RAW DATA:
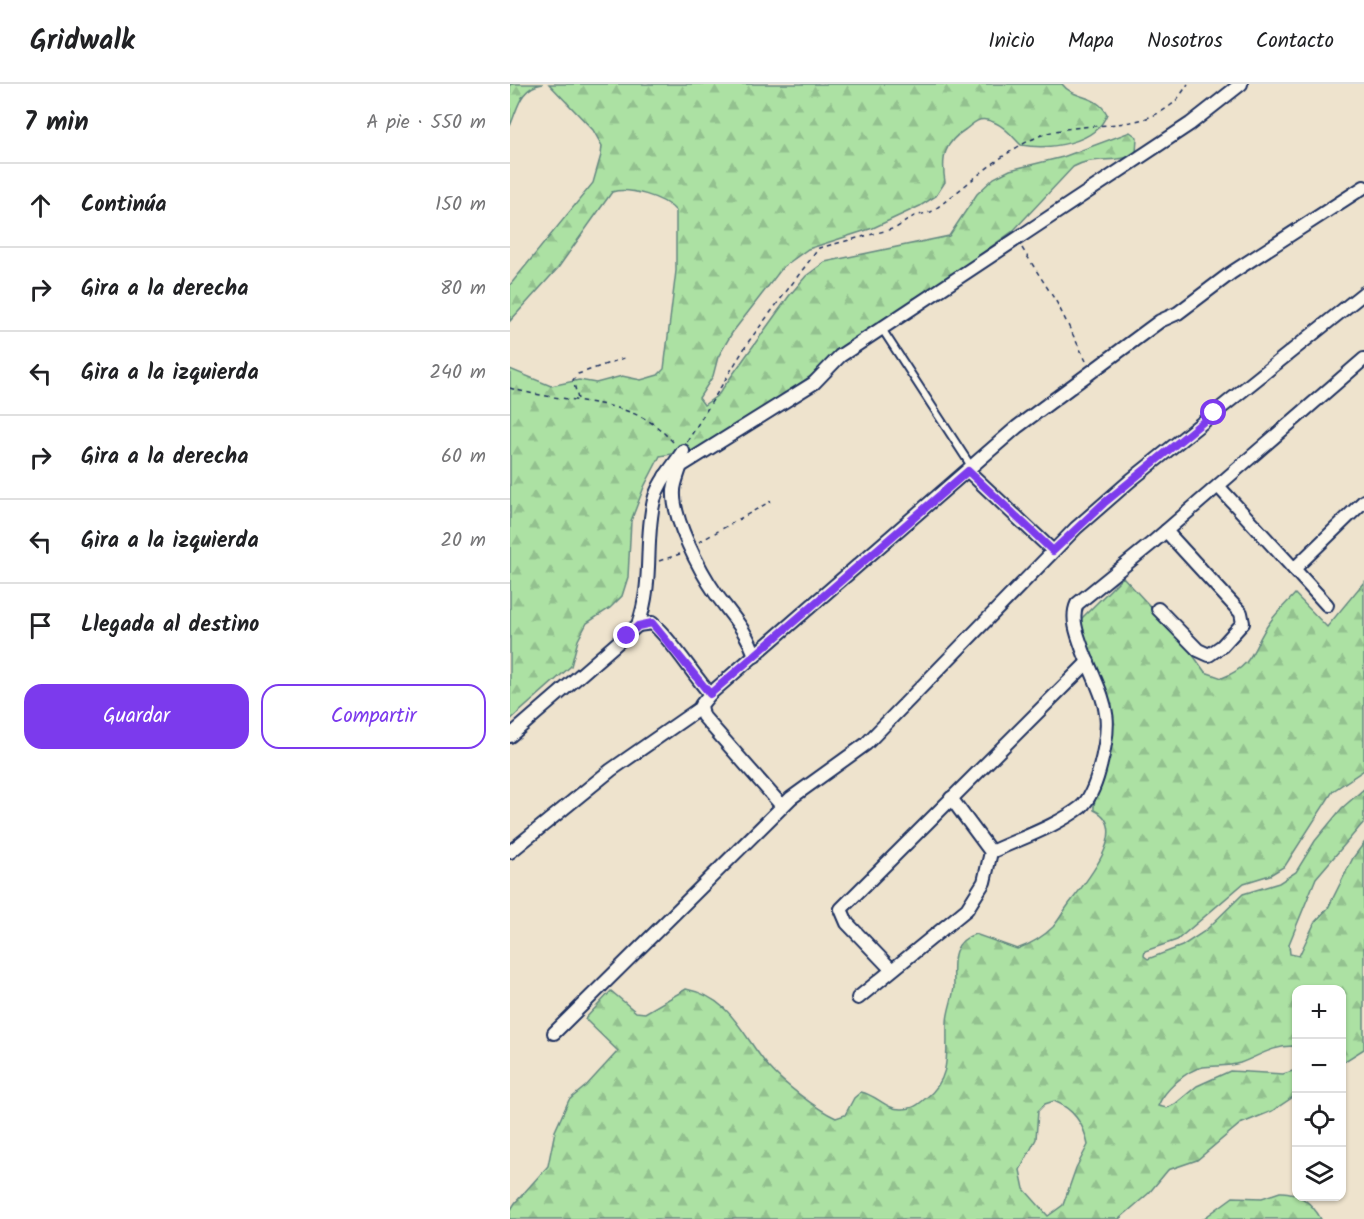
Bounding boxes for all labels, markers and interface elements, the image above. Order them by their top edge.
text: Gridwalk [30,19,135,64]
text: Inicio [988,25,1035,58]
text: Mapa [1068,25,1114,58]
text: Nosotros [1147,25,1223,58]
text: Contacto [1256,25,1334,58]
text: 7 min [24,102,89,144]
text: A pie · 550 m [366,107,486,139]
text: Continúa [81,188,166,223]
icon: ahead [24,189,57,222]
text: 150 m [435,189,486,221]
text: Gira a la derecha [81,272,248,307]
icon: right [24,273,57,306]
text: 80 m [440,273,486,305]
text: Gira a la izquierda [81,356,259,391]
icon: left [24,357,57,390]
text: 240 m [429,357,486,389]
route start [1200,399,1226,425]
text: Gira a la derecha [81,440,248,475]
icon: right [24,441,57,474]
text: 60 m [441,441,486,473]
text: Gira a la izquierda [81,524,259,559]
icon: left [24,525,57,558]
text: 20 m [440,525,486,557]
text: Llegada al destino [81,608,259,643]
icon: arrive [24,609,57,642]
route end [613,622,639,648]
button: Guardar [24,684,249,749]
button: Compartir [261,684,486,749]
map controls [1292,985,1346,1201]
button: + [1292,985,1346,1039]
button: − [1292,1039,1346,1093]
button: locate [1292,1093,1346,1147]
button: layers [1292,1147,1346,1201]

TRY IT: Write the records out exactly once more, leaving off the pictures.

RESPONSE AREA:
Bounding boxes for all labels, markers and interface elements, the image above. Order them by their top edge.
text: Gridwalk [30,19,135,64]
text: Inicio [988,25,1035,58]
text: Mapa [1068,25,1114,58]
text: Nosotros [1147,25,1223,58]
text: Contacto [1256,25,1334,58]
text: 7 min [24,102,89,144]
text: A pie · 550 m [366,107,486,139]
text: Continúa [81,188,166,223]
icon: ahead [24,189,57,222]
text: 150 m [435,189,486,221]
text: Gira a la derecha [81,272,248,307]
icon: right [24,273,57,306]
text: 80 m [440,273,486,305]
text: Gira a la izquierda [81,356,259,391]
icon: left [24,357,57,390]
text: 240 m [429,357,486,389]
route start [1200,399,1226,425]
text: Gira a la derecha [81,440,248,475]
icon: right [24,441,57,474]
text: 60 m [441,441,486,473]
text: Gira a la izquierda [81,524,259,559]
icon: left [24,525,57,558]
text: 20 m [440,525,486,557]
text: Llegada al destino [81,608,259,643]
icon: arrive [24,609,57,642]
route end [613,622,639,648]
button: Guardar [24,684,249,749]
button: Compartir [261,684,486,749]
map controls [1292,985,1346,1201]
button: + [1292,985,1346,1039]
button: − [1292,1039,1346,1093]
button: locate [1292,1093,1346,1147]
button: layers [1292,1147,1346,1201]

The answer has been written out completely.